2018-11-10 05:33:00 | ノンジャンル
 また昨日の続きです。
 ウィステリアは英語塾を閉め、誰にも会わず、家の中で一日のほとんどを過ごすようになる。(中略)ウィステリアは(中略)来る日も来る日も家の中を掃除しつづけた。でもそれも、体に自由がきいているあいだのことだった。数年が過ぎると、週に一度、食料品の買い出しを頼んでいた女性には二日に一度、様子を見に来てもらわなければならなくなった。(中略)ときおり、ウィステリアの部屋にどこからか一匹の黒猫が入ってくることがあった。その大きな黒猫は彼女を気にかけることもなく、ゆっくりとした足取りで部屋を横切り、それからどこかへ消えていった。最初に猫が現れたとき、ウィステリアは自分が夢を見ているのかと思った。けれどもすぐに、どちらでもかまわないと思うようになった。巡ってくる春の数日間だけは、藤の花びらを集めるためになんとか外に出ることもできたけれど、起き上がることが億劫になり、しだいに体をうまく動かせなくなっていった。眠っているとき、起きているとき、ウィステリアの意識はまだらに色づくようになり、変形し、かつてそれらを束ねていたちからはどんどん失われ、自分が今どこで何をしている誰なのか━━世界を映しだすことのできるたったひとつの映写機のレンズに彼女はそっと布をかけ、何もない、誰もいない場所へひとり歩いていくことが多くなった。(中略)そしてまた、暗闇はウィステリアを苦しめる。あの日、外国人教師の死の知らせを受け取った日が、ほとんど無限にくりかえされる。(中略)彼女の赤ん坊。生まれてすぐに死んでしまった、彼女の小さな赤ん坊。彼女の赤ん坊が死んだのは、死んでしまったのは、わたしが彼女との赤ん坊を望んだからだ。(中略)風が吹き荒れる。まるで世界中の風がウィステリアをめがけてやってくるみたいに、強く、鋭く吹きつける。(中略)何も見えない。息ができない。暗闇の中、息を引き取る瞬間に彼女は思う。

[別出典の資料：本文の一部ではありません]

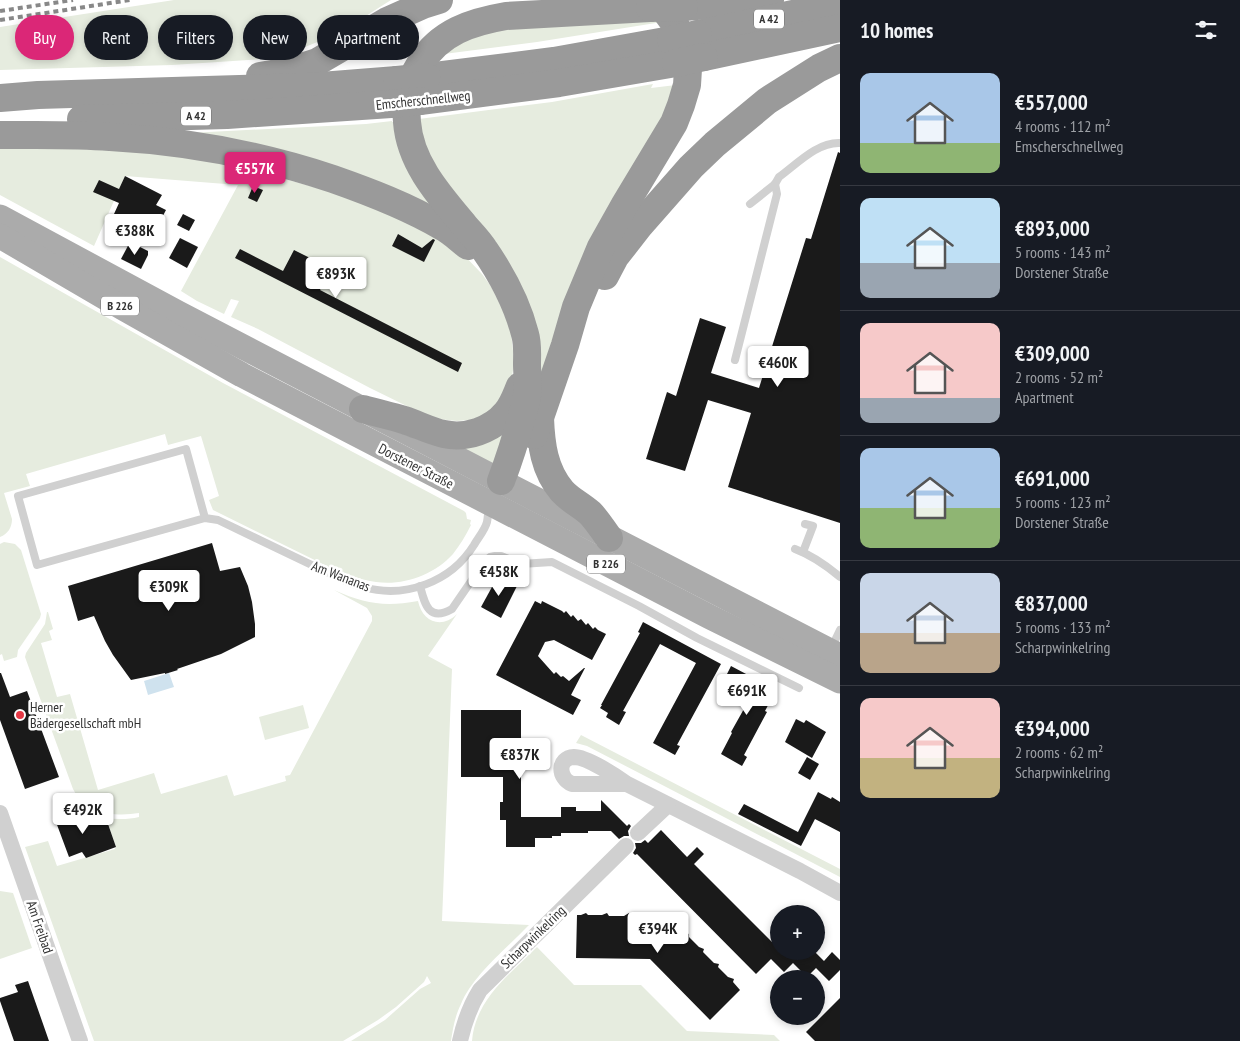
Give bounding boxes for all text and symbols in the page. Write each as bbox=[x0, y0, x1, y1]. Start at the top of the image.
road number: A 42 bbox=[754, 10, 784, 28]
chip: Buy bbox=[15, 15, 74, 60]
chip: Rent bbox=[84, 15, 148, 60]
chip: Filters bbox=[158, 15, 233, 60]
chip: New bbox=[243, 15, 307, 60]
chip: Apartment bbox=[317, 15, 419, 60]
icon: filters bbox=[1192, 16, 1220, 44]
text: 10 homes bbox=[860, 17, 933, 44]
street label: Emscherschnellweg bbox=[375, 86, 471, 114]
text: €557,000 bbox=[1015, 89, 1088, 116]
icon: home bbox=[900, 93, 960, 153]
road number: A 42 bbox=[181, 106, 211, 125]
text: 4 rooms · 112 m² bbox=[1015, 116, 1111, 136]
text: Emscherschnellweg bbox=[1015, 136, 1123, 156]
pin: €557K bbox=[220, 152, 290, 194]
text: €557K bbox=[236, 158, 274, 178]
pin: €388K bbox=[100, 214, 170, 256]
text: €893,000 bbox=[1015, 215, 1090, 242]
icon: home bbox=[900, 218, 960, 278]
text: €388K bbox=[116, 220, 154, 240]
text: 5 rooms · 143 m² bbox=[1015, 242, 1111, 262]
pin: €893K bbox=[301, 256, 371, 299]
text: Dorstener Straße bbox=[1015, 262, 1109, 282]
text: €893K bbox=[317, 263, 355, 283]
road number: B 226 bbox=[101, 296, 139, 316]
text: €309,000 bbox=[1015, 340, 1090, 367]
icon: home bbox=[900, 343, 960, 403]
pin: €460K bbox=[743, 346, 813, 388]
text: €460K bbox=[759, 352, 797, 372]
text: 2 rooms · 52 m² bbox=[1015, 367, 1103, 387]
text: Apartment bbox=[1015, 387, 1074, 407]
street label: Dorstener Straße bbox=[375, 439, 457, 493]
text: €691,000 bbox=[1015, 465, 1090, 492]
icon: home bbox=[900, 468, 960, 528]
text: 5 rooms · 123 m² bbox=[1015, 492, 1111, 512]
text: Dorstener Straße bbox=[1015, 512, 1109, 532]
pin: €458K bbox=[464, 554, 534, 597]
road number: B 226 bbox=[587, 554, 625, 574]
street label: Am Wananas bbox=[309, 557, 373, 595]
text: €458K bbox=[480, 561, 518, 581]
pin: €309K bbox=[134, 570, 204, 612]
text: €309K bbox=[150, 576, 188, 596]
text: €837,000 bbox=[1015, 590, 1088, 617]
icon: home bbox=[900, 593, 960, 653]
text: 5 rooms · 133 m² bbox=[1015, 617, 1111, 637]
text: Scharpwinkelring bbox=[1015, 637, 1110, 657]
pin: €691K bbox=[712, 674, 782, 716]
text: €691K bbox=[728, 680, 766, 700]
place label: Herner Bädergesellschaft mbH bbox=[30, 698, 141, 732]
marker: Herner Bädergesellschaft mbH bbox=[14, 709, 26, 721]
text: €394,000 bbox=[1015, 715, 1090, 742]
icon: home bbox=[900, 718, 960, 778]
pin: €837K bbox=[485, 738, 555, 780]
text: 2 rooms · 62 m² bbox=[1015, 742, 1103, 762]
text: €837K bbox=[501, 744, 539, 764]
text: Scharpwinkelring bbox=[1015, 762, 1110, 782]
pin: €492K bbox=[48, 792, 118, 835]
text: €492K bbox=[64, 799, 102, 819]
street label: Am Freibad bbox=[23, 898, 57, 956]
street label: Scharpwinkelring bbox=[497, 902, 569, 972]
map controls bbox=[770, 905, 825, 1025]
button: + bbox=[770, 905, 825, 960]
pin: €394K bbox=[623, 912, 693, 954]
text: €394K bbox=[639, 918, 677, 938]
button: − bbox=[770, 970, 825, 1025]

(中略)わたしは最初からここにいたのだ。こんなふうに、ずっと、ここに。
 目を開けて、ゆっくりと瞬きをくりかえした。そして何秒間かをかけて胸の中にある息をすべて吐ききると、さらに時間をかけて息を深く吸いこんだ。体は重く、手足にちからが入らなかった。こめかみが疼いて腰にははっきりとした痛みがあった。(中略)発熱する直前の特徴的な痛みだ。(中略)けれどわたしの意識は奇妙なほど冴えわたっていた。それは初めての感覚だった。(中略)ゆっくりと体を起こし絨毯に座り直して肩をさすっていると、わたしはあることに気がついた。暗闇の質が変化していたのだ。(中略)とこからか、光がやってきたのだ。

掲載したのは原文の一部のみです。